> [Work request] The word "header" marks the lines to keep; find each one in the data and copy it.

> [The data]
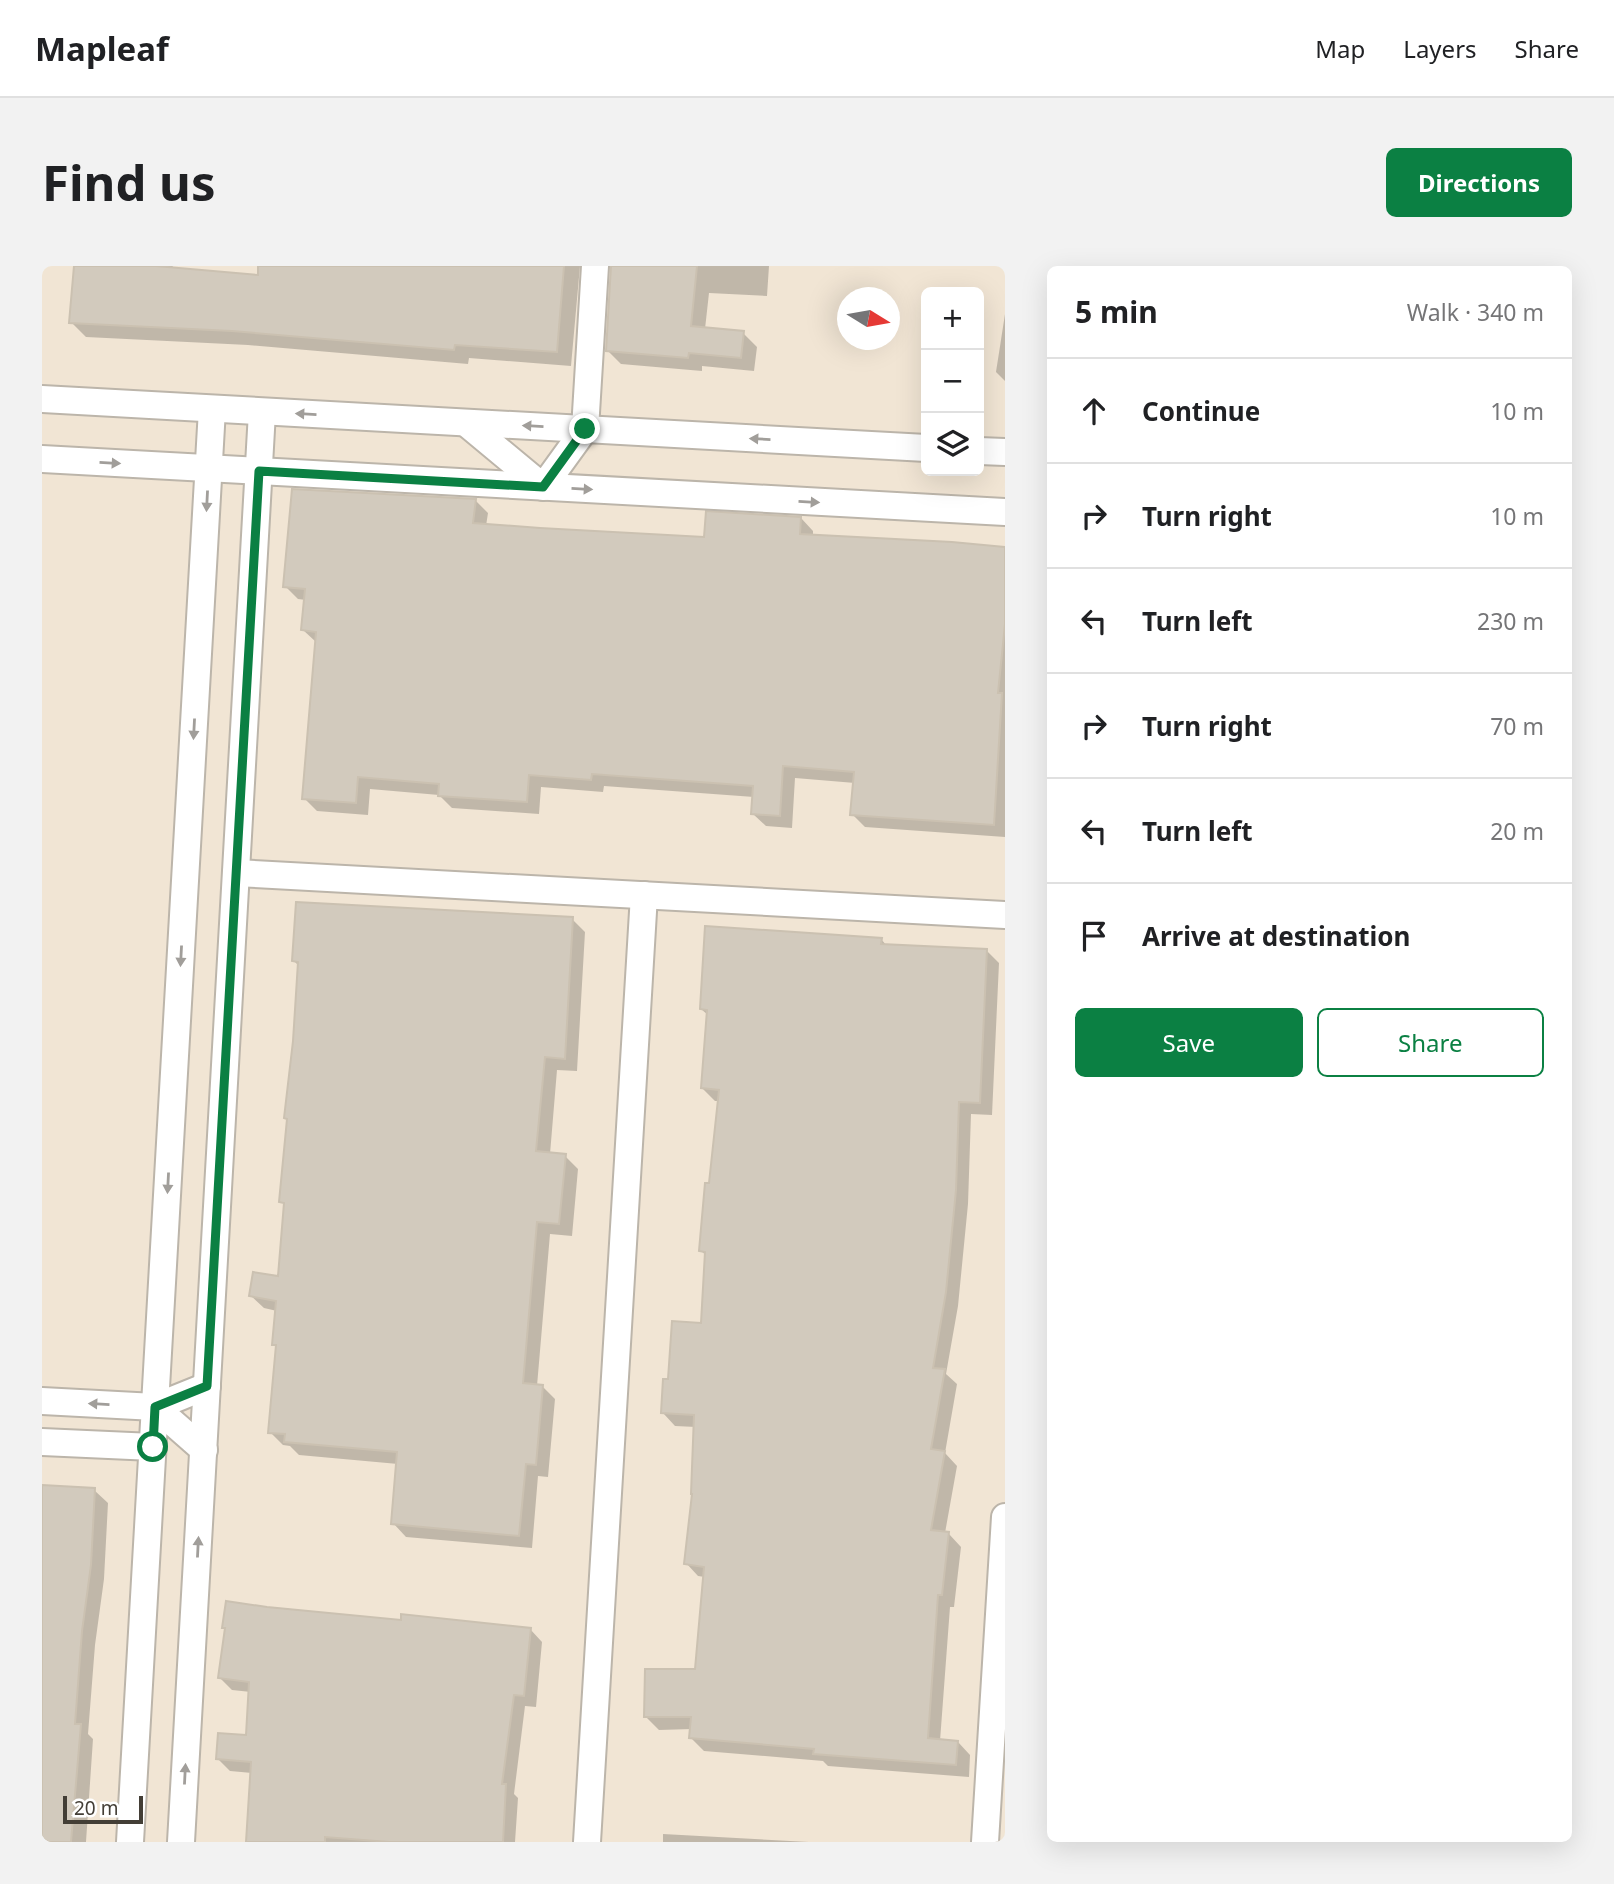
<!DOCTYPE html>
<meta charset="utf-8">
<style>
body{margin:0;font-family:"Noto Sans",sans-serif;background:#f2f2f2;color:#202124}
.controls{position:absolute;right:21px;top:21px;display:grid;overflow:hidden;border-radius:10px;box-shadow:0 7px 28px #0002}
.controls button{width:63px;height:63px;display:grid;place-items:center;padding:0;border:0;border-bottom:2px solid #e0e0e0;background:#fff;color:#202124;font:35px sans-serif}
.compass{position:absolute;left:795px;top:21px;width:63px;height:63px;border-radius:50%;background:#fff;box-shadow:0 7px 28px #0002;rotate:101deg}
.scale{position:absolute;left:21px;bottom:18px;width:80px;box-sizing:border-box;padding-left:7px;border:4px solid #433e36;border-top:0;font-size:19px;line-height:24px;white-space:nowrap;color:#433e36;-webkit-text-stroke:5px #fff;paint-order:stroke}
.stop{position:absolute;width:21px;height:21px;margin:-16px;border:5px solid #0b8043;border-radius:50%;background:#fff}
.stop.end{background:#0b8043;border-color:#fff;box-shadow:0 2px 7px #0008}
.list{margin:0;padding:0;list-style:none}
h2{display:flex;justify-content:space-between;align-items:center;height:91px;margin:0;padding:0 28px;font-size:30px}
h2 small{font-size:23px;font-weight:400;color:#757577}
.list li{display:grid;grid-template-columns:46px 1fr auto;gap:21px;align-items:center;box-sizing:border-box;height:105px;padding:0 28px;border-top:2px solid #e0e0e0}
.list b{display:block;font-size:26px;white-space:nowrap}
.list em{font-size:23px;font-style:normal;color:#757577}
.actions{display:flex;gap:14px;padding:21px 28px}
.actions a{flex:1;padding:16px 0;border:2px solid #0b8043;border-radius:10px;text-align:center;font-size:24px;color:#0b8043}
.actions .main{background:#0b8043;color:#fff}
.icon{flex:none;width:38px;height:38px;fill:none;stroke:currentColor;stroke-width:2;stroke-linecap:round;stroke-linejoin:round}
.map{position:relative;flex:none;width:963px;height:1576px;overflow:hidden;border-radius:10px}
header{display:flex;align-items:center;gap:42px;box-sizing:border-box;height:98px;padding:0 35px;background:#fff;border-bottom:2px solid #e0e0e0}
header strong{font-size:33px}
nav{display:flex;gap:38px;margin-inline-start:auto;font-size:24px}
.intro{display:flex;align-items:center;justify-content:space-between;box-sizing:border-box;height:168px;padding:0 42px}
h1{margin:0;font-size:49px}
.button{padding:18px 32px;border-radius:10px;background:#0b8043;color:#fff;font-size:24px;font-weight:700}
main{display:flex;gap:42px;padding:0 42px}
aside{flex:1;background:#fff;border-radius:10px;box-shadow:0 7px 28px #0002}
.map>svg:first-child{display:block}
.commercial{fill:#f1e5d4;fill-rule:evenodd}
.shadow{fill:#0003}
.building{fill:#d2cabd;stroke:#cbc1b1;stroke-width:2}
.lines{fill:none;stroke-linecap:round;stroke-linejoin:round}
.minor-casing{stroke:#bcb5aa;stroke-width:30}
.minor{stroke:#fff;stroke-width:26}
.oneway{fill:#a19e9a}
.route{stroke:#0b8043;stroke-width:9}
</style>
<header>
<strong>Mapleaf</strong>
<nav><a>Map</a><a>Layers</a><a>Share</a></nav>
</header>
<div class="intro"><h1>Find us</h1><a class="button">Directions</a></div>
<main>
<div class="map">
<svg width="963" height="1576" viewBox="0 0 963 1576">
<rect width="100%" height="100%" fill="#f1eee7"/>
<path class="commercial" d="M 0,0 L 963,0 L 963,1576 L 0,1576 ZM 884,26 L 937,26 L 937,205 L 884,205 ZM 806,32 L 848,32 L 848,74 L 806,74 Z"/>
<g class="shadow">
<path d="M 33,0 L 131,0 L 129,3 L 217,11 L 218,0 L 538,0 L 529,100 L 427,92 L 426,98 L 206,79 L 44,71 L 29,56 Z"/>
<path d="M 570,0 L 727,0 L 725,30 L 667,27 L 663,63 L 701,67 L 715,81 L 712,105 L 660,100 L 660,105 L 579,98 L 565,84 Z"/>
<path d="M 963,48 L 963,115 L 954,106 Z"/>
<path d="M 433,234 L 446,247 L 444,260 L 663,272 L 759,252 L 771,265 L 771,271 L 963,283 L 963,571 L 823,561 L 810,548 L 813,517 L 753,512 L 750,562 L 724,560 L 711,548 L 712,531 L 562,520 L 561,526 L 499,521 L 497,548 L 410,542 L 397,529 L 328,523 L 326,549 L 275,545 L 262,532 L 274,376 L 261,364 L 264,334 L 256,333 L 243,320 Z"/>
<path d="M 530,653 L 543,666 L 535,805 L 515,804 L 508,888 L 523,890 L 536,903 L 530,970 L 508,968 L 495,1120 L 500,1120 L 513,1133 L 506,1211 L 496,1210 L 490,1282 L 364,1271 L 351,1257 L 356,1198 L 257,1189 L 248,1180 L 241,1179 L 228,1166 L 236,1082 L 232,1078 L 235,1045 L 222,1042 L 208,1029 L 237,1012 L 244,940 L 239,935 L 247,855 L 243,852 L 253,775 L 257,700 L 252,695 Z"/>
<path d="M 839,673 L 845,680 L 944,684 L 957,697 L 950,849 L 929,848 L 926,938 L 916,1040 L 904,1108 L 915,1118 L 903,1187 L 915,1200 L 903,1267 L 907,1268 L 919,1281 L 912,1341 L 908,1341 L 898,1475 L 916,1476 L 928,1489 L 927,1511 L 786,1500 L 781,1495 L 662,1485 L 649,1472 L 650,1463 L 617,1464 L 604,1451 L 655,1404 L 663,1311 L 656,1310 L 644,1297 L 652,1229 L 654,1161 L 633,1160 L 621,1147 L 627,1115 L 660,1059 L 665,990 L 659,985 L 678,835 L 673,835 L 660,822 L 666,749 L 659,743 Z"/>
<path d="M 0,1220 L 52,1224 L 66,1237 L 62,1313 L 53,1379 L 46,1468 L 51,1473 L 44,1576 L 0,1576 Z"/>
<path d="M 225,1343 L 360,1355 L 488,1363 L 500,1376 L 494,1441 L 483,1440 L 472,1528 L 476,1532 L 473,1576 L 206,1576 L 210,1507 L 188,1505 L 176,1493 L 206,1471 L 209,1426 L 190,1424 L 178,1412 L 185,1365 L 182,1361 Z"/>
<path d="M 621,1568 L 767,1576 L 621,1576 Z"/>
</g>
<g class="building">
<path d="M 32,0 L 114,0 L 216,9 L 216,0 L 522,0 L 515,86 L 413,79 L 412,84 L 190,65 L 27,57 Z"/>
<path d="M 569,0 L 655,0 L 649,60 L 702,65 L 699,92 L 647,87 L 646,92 L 564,85 Z"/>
<path d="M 250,223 L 434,233 L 431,257 L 498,262 L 662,271 L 664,245 L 759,251 L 758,268 L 910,276 L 963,281 L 963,358 L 956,427 L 960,427 L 952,559 L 808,549 L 812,506 L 741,500 L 738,550 L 709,548 L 711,520 L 550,508 L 549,514 L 487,509 L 485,536 L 396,530 L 397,518 L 316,511 L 314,537 L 260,533 L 274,366 L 259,364 L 263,323 L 241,321 Z"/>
<path d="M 254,636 L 531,651 L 523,793 L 503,791 L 494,885 L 524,888 L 517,958 L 495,956 L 481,1117 L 501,1119 L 494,1199 L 484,1198 L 477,1270 L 349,1258 L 355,1186 L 242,1176 L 243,1168 L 226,1167 L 234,1079 L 230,1079 L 234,1035 L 207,1030 L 211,1006 L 236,1010 L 242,937 L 237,936 L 245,853 L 242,852 L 251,775 L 256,696 L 250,695 Z"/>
<path d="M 663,660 L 840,672 L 839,678 L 945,683 L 938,837 L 917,836 L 914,924 L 904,1026 L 891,1102 L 903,1103 L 889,1183 L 903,1185 L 889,1264 L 907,1266 L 900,1329 L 896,1329 L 886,1472 L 916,1475 L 914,1499 L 771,1488 L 772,1483 L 647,1472 L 649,1451 L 602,1451 L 603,1403 L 653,1403 L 662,1301 L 642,1298 L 650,1228 L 649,1228 L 652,1149 L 619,1147 L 621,1113 L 626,1113 L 630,1055 L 659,1057 L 663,986 L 657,985 L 663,917 L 667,917 L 677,824 L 659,822 L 665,744 L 658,743 Z"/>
<path d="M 0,1219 L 53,1222 L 49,1299 L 40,1365 L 33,1458 L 39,1458 L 29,1576 L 0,1576 Z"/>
<path d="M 184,1335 L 225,1341 L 359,1354 L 359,1348 L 489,1362 L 482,1430 L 472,1429 L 460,1518 L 464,1518 L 461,1576 L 347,1576 L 283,1571 L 283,1576 L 204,1576 L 209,1496 L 174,1493 L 176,1467 L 204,1469 L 207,1416 L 176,1412 L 183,1362 L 180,1362 Z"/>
</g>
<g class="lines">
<defs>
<g id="minor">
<path d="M 0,133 L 884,182"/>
<path d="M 424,157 L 501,221 L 543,163 L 553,0"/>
<path d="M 937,185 L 963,186"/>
<path d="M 0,193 L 963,246"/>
<path d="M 194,607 L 963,649"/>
<path d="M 0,1135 L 113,1141"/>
<path d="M 0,1176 L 111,1181"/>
<path d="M 162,1184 L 113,1141 L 165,1120"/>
<path d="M 88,1576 L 170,143"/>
<path d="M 139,1576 L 220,146"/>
<path d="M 545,1576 L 602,629"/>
<path d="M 943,1576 L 963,1251"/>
</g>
</defs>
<use href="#minor" class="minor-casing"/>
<use href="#minor" class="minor"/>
</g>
<defs><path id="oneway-solid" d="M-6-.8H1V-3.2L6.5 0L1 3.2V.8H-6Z" transform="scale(1.75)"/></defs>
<g class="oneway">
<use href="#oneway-solid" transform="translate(264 148) rotate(-177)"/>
<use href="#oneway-solid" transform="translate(491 160) rotate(-177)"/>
<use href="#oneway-solid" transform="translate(718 173) rotate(-177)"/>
<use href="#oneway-solid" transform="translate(68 197) rotate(3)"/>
<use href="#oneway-solid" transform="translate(540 223) rotate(3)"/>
<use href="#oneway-solid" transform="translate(165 235) rotate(93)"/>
<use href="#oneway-solid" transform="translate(767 236) rotate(3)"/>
<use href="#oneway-solid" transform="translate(152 463) rotate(93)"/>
<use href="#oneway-solid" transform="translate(139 690) rotate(93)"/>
<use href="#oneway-solid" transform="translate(126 917) rotate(93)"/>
<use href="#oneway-solid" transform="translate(57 1138) rotate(-177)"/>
<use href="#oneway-solid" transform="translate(156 1281) rotate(-87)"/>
<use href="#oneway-solid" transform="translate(143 1508) rotate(-87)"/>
</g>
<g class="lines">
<path class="route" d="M 111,1181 L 113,1141 L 165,1120 L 217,205 L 501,221 L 543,163"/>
</g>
</svg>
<div class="controls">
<button>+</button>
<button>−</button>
<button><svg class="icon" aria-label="layers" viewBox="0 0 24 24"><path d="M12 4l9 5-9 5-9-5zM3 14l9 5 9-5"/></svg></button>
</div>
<svg class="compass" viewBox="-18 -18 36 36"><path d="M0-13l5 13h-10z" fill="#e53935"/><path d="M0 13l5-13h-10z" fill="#757577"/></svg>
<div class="scale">20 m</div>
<div class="stop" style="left:111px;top:1181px"></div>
<div class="stop end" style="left:543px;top:163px"></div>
</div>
<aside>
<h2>5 min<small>Walk · 340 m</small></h2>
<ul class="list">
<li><svg class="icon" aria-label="ahead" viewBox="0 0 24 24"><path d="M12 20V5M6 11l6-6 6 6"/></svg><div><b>Continue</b></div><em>10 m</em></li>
<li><svg class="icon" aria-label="right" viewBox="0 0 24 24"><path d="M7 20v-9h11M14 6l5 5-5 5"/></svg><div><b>Turn right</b></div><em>10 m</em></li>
<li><svg class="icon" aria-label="left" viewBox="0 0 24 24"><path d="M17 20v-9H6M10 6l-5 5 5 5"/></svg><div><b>Turn left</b></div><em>230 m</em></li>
<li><svg class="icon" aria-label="right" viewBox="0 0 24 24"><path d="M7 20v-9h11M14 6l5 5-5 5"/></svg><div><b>Turn right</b></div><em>70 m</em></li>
<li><svg class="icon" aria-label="left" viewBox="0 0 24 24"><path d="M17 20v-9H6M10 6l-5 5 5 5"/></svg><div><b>Turn left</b></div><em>20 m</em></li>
<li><svg class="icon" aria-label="arrive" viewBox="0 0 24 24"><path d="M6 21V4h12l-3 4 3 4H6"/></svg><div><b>Arrive at destination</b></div></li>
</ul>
<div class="actions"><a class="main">Save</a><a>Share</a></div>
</aside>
</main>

> [Answer for this exercise]
header{display:flex;align-items:center;gap:42px;box-sizing:border-box;height:98px;padding:0 35px;background:#fff;border-bottom:2px solid #e0e0e0}
header strong{font-size:33px}
<header>
</header>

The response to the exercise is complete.